'''

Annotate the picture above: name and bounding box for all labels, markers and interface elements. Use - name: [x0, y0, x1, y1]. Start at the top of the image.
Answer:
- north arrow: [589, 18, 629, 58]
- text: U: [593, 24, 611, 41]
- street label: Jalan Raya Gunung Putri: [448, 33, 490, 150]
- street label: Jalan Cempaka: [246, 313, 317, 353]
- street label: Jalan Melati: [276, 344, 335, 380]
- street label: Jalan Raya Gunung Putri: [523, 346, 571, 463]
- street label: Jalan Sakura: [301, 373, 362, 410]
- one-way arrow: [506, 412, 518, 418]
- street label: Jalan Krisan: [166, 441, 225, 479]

'''

DIRECTIONS FOR THIS TASK - Copy every record above exactly as it stands.

RESPONSE -
Annotate the picture above: name and bounding box for all labels, markers and interface elements. Use - name: [x0, y0, x1, y1]. Start at the top of the image.
Answer:
- north arrow: [589, 18, 629, 58]
- text: U: [593, 24, 611, 41]
- street label: Jalan Raya Gunung Putri: [448, 33, 490, 150]
- street label: Jalan Cempaka: [246, 313, 317, 353]
- street label: Jalan Melati: [276, 344, 335, 380]
- street label: Jalan Raya Gunung Putri: [523, 346, 571, 463]
- street label: Jalan Sakura: [301, 373, 362, 410]
- one-way arrow: [506, 412, 518, 418]
- street label: Jalan Krisan: [166, 441, 225, 479]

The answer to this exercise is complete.